Они вышли на балкон, вынесли туда все садовые креслица и столики и стали готовить разные закуски. Они доставали из многочисленных пакетов продукты и с шумом, наперебой предлагали только что придуманные рецепты этих закусок… И тут же начинали их готовить и пробовать. И самой лучшей приправой для всех рецептов были наивный и заразительный смех Мишель и доброе, шуточное передразнивание его: «Ха-ха-ха! Ха-ха-ха! Ха-ха-ха!» И от этого передразнивания ее смеха шума становилось еще больше. Мишель искренне смеялась над ними, а они восхищались ею… «Ха-ха-ха! Ха-ха-ха! Ха-ха-ха!»

И никто из них еще не знал, о чем и о ком Мишель напишет статью… Но по прочтении этой статьи, они сейчас были уверены в этом, они будут смеяться вот так же, как и сейчас: «Ха-ха-ха! Ха-ха-ха! Ха-ха-ха!» Они были в этом уверены. Поэтому решили писать статью завтра, а сегодня друзья Олега должны были увидеть Мишель, выпить немного французского вина и послушать что-нибудь из ее репертуара под гитару.


Олег решил очень быстро продать свою старенькую машину соседу, который уже давно просил у него купить ее. Сосед же должен был встречать на улице друзей Олега и раздавать им деньги на дорогое вино, на дорогую закуску и на подарочек для Мишель, который случайно оказался у него в кармане: «На долгую память и от чистого сердца самой красивой женщине».

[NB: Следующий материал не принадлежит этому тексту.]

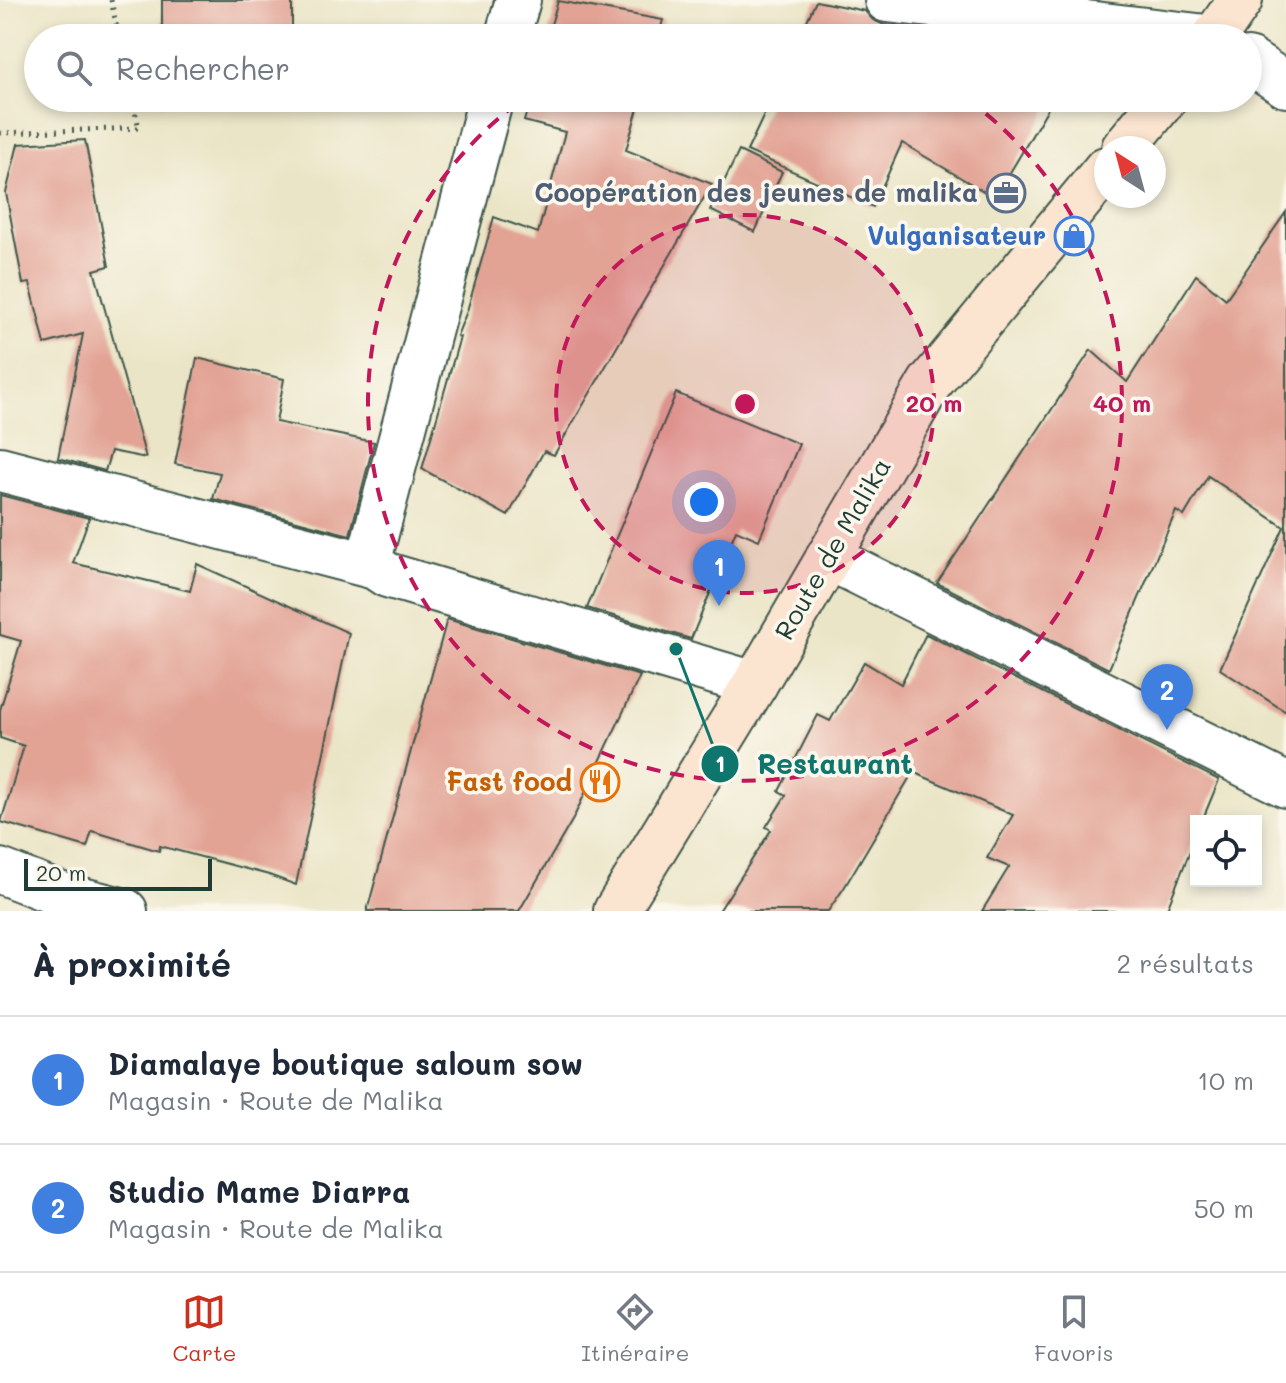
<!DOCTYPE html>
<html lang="fr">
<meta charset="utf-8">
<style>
body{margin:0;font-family:Mali,sans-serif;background:#f2f2f3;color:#1f2937}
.controls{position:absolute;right:24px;bottom:24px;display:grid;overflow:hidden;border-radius:0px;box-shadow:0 4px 12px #0003}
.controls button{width:72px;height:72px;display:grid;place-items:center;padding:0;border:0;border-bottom:2px solid #e0e1e3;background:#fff;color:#1f2937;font:40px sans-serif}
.compass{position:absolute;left:1094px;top:136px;width:72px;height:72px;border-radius:50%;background:#fff;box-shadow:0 4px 12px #0003;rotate:324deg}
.scale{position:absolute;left:24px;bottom:20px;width:188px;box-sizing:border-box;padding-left:8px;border:4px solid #1f3d34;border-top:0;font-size:22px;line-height:28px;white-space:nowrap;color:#1f3d34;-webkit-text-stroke:6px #fbf7ec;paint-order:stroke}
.you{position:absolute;left:704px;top:502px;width:28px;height:28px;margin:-20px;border:6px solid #fff;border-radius:50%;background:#1a73e8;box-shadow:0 0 0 12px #1a73e833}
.badge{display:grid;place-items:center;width:52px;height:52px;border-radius:50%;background:#c8321e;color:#fff;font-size:26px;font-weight:700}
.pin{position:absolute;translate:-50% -66px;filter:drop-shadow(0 2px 4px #0008)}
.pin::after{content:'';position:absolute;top:42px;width:28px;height:24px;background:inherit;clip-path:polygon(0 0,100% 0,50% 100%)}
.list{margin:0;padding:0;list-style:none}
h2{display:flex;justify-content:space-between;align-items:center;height:104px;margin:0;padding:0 32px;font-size:34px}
h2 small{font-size:26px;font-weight:400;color:#747a83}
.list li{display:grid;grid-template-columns:52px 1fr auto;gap:24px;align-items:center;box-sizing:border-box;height:128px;padding:0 32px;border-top:2px solid #e0e1e3}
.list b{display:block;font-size:30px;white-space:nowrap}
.list p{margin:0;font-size:26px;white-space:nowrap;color:#747a83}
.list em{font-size:26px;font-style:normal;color:#747a83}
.icon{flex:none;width:44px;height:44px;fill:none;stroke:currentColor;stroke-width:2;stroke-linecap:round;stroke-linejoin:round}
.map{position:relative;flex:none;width:1286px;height:911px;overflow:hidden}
.search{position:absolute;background:#fff;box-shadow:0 4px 12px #0003;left:24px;right:24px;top:24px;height:88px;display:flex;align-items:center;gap:20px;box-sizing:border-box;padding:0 28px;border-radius:44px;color:#747a83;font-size:30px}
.sheet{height:360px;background:#fff}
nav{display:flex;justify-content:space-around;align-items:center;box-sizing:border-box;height:112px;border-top:2px solid #e0e1e3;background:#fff;font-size:22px;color:#747a83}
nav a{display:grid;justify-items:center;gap:4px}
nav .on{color:#c8321e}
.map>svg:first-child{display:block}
.building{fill:#e2a394}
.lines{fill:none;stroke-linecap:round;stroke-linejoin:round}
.street-casing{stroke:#3e564a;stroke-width:48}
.secondary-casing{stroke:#3e564a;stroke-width:48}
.path{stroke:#3e564a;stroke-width:5;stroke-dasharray:2 6;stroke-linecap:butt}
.street{stroke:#fff;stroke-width:44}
.secondary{stroke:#fce5d0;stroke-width:44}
.ring{fill:none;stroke:#c2185b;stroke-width:4;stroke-dasharray:14 10}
.labels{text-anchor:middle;stroke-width:7;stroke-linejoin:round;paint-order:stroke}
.service-label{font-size:26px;font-weight:bold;fill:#4e5e75;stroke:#fbf7ec;text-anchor:end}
.shop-label{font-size:26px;font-weight:bold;fill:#366cbe;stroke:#fbf7ec;text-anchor:end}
.street-label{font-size:26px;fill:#1f3d34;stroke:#fbf7ec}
.food-label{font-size:26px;font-weight:bold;fill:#c56008;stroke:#fbf7ec;text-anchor:end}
.centre{fill:#c2185b;stroke:#fbf7ec;stroke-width:4}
.ring-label{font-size:24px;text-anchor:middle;font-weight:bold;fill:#c2185b;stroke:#fbf7ec;stroke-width:7;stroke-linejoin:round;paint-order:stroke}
.leader{fill:none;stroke:#0f766e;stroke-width:3}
.callout-dot{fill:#0f766e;stroke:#fbf7ec;stroke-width:3}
.mark-label{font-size:24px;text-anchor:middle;font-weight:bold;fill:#fff}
.callout-label{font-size:28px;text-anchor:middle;font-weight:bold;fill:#0f766e;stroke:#fbf7ec;stroke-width:7;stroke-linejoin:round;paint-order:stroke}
</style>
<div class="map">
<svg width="1286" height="911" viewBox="0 0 1286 911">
<rect width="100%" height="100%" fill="#fbf7ec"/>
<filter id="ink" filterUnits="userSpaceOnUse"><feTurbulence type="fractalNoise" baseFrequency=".0125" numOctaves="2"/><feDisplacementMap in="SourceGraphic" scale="16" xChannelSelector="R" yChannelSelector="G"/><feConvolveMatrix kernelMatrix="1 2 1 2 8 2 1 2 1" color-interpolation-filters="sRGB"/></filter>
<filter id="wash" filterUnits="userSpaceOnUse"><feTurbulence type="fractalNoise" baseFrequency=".006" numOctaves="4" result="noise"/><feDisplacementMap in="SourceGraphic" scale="32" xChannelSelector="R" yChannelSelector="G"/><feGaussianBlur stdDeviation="1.8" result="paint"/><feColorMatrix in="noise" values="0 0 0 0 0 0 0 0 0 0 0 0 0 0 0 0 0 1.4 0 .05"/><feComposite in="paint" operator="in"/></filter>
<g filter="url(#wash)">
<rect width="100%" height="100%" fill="#ebe5c7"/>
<g id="blocks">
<g class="building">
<rect x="162" y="0" width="130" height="38"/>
<polygon points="558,1 663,20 658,38 547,38"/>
<polygon points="816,1 865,11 873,20 884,25 998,38 799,38"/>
<polygon points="162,98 291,98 291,106 162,104"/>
<polygon points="531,98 641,98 626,150 712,184 554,455 544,451 508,516 422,469 460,337 457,336 467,311 494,217 538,233 565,132 524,121"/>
<polygon points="772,98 1054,98 995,198 902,143 873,207 747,151"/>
<polygon points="85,140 109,266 94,270 146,458 111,451 105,471 58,458 83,334 45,344 30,283 23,284 6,193 18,144"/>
<polygon points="739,151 782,172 755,232 710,210"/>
<polygon points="1286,212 1286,712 1220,669 1284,527 1208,476 1184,516 1176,511 1109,669 937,583 1091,350 1127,382 1196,275 1226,299"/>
<polygon points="197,358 284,379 276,422 374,442 350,535 213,499 220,473 175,464"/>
<polygon points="676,393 799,444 759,540 736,530 691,639 587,608"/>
<polygon points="0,495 89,518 73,563 190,591 197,564 349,633 296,885 269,875 160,846 159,851 92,831 87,847 1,822 24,746 0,738 0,710 21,641 0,635"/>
<polygon points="447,619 640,676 573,819 519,911 367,911"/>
<polygon points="926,634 1219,780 1202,821 1196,821 1196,836 1166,911 982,911 1009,867 987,858 1013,815 913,772 844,888 828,911 719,911 771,830 766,827 786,795 779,791 818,715 830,721 864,662 901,684"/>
</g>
</g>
</g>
<g filter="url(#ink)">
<use href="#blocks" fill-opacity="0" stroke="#3e564a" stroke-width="2"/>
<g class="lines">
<defs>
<g id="street">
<polyline points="887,0 1215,38"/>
<polyline points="507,38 518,0"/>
<polyline points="1248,60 1286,85"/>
<polyline points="0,469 375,567 387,575 755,684"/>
<polyline points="828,557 1286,785"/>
<polyline points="375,567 370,556 491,98"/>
<polyline points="0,871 59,894 125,911"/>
</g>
<g id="secondary">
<polyline points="1214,38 1240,0"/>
<polyline points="1124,148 1165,98"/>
<polyline points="616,911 755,684 930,383 1106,169"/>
</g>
</defs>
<use href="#street" class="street-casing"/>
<use href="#secondary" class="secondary-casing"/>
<g class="path">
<polyline points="111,0 119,38"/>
<polyline points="0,133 139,128 132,98"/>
</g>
<use href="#street" class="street"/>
<use href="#secondary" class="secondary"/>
</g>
</g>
<circle cx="745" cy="404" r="189" fill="#c2185b" fill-opacity=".12"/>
<g class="ring">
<circle cx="745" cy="404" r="189"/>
<path d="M657 37A377 377 0 0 1 833 37M967 99A377 377 0 1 1 523 99"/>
</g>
<defs>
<symbol id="office-ring" viewBox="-11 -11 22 22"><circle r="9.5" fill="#fbf7ec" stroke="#5c6f8a" stroke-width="1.5"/><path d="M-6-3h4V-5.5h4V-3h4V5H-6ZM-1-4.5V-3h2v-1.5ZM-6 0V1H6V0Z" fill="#5c6f8a"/></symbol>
<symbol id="shop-ring" viewBox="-11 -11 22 22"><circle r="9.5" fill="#fbf7ec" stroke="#3f7fe0" stroke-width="1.5"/><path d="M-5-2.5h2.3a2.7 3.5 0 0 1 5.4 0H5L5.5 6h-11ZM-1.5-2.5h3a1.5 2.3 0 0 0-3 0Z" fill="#3f7fe0"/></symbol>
<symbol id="restaurant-ring" viewBox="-11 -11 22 22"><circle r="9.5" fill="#fbf7ec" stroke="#e8710a" stroke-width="1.5"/><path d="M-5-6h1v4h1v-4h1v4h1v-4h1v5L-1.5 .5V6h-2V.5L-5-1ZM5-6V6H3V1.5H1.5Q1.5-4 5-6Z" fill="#e8710a"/></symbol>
</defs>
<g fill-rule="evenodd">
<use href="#office-ring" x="984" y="171" width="44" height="44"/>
<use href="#shop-ring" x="1052" y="214" width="44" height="44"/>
<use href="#restaurant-ring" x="578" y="760" width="44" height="44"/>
</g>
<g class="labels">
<g class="service-label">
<text x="978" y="202">Coopération des jeunes de malika</text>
</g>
<g class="shop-label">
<text x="1046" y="245">Vulganisateur</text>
</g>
<g class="street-label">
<text transform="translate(833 549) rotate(-60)" y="9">Route de Malika</text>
</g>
<g class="food-label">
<text x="572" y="791">Fast food</text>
</g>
</g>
<circle cx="745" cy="404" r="12" class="centre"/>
<g class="ring-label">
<text x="934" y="412">20 m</text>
<text x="1122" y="412">40 m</text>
</g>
<path class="leader" d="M676 649L720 764"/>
<g class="callout-dot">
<circle cx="676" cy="649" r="8"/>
<circle cx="720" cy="764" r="20"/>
</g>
<g class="mark-label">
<text x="720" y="772">1</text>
</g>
<g class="callout-label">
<text x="835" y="774">Restaurant</text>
</g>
</svg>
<div class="controls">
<button><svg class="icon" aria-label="locate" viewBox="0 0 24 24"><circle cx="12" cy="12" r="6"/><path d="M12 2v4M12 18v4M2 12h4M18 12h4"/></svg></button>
</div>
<svg class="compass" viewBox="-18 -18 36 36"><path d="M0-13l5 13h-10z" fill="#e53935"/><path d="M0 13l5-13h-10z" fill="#747a83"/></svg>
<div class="scale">20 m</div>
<div class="you"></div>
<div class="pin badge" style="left:719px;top:606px;background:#3f7fe0">1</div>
<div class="pin badge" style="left:1167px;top:730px;background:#3f7fe0">2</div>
<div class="search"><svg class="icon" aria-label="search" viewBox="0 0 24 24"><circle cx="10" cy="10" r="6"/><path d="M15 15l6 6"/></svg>Rechercher</div>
</div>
<section class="sheet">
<h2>À proximité<small>2 résultats</small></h2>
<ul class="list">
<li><span class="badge" style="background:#3f7fe0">1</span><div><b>Diamalaye boutique saloum sow</b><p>Magasin · Route de Malika</p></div><em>10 m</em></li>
<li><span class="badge" style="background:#3f7fe0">2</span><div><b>Studio Mame Diarra</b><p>Magasin · Route de Malika</p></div><em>50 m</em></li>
</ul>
</section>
<nav>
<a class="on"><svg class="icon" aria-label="map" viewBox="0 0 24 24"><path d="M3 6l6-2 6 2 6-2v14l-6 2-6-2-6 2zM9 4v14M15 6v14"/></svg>Carte</a>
<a><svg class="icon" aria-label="directions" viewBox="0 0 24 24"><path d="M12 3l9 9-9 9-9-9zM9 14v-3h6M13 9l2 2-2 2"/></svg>Itinéraire</a>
<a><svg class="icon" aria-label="saved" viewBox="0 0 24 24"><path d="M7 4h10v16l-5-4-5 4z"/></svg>Favoris</a>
</nav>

В этом спектакле все играли с большим удовольствием, даже с восторгом… Многие монологи и мизансцены дописывались на ходу и даже повторялись… И каждый любовался своей игрой, и каждый был благодарен всем за поддержку его в этом спектакле. Вот все долго ждали появления в этой квартире очень красивой женщины. Красивой и умной. Всем хотелось к своим умным, очень умным речам добавить артистизма… Да, пришла пора, и всем захотелось восхититься собой; что в другое время было бы поднято на смех, сегодня оценивалось легкими аплодисментами и одобрительным смехом… А Мишель была в восторге ото всех. Начавшийся спектакль, как и должно было быть, оказался самой реальной жизнью… И сами слова, и интонации были давно подготовлены, выверены и, наконец, произнесены перед почтенной публикой. Легкие поклоны, легкие аплодисменты, радостный и искренний смех, слезы, совсем немного вина и в обязательных паузах общий взгляд на просторы и небо.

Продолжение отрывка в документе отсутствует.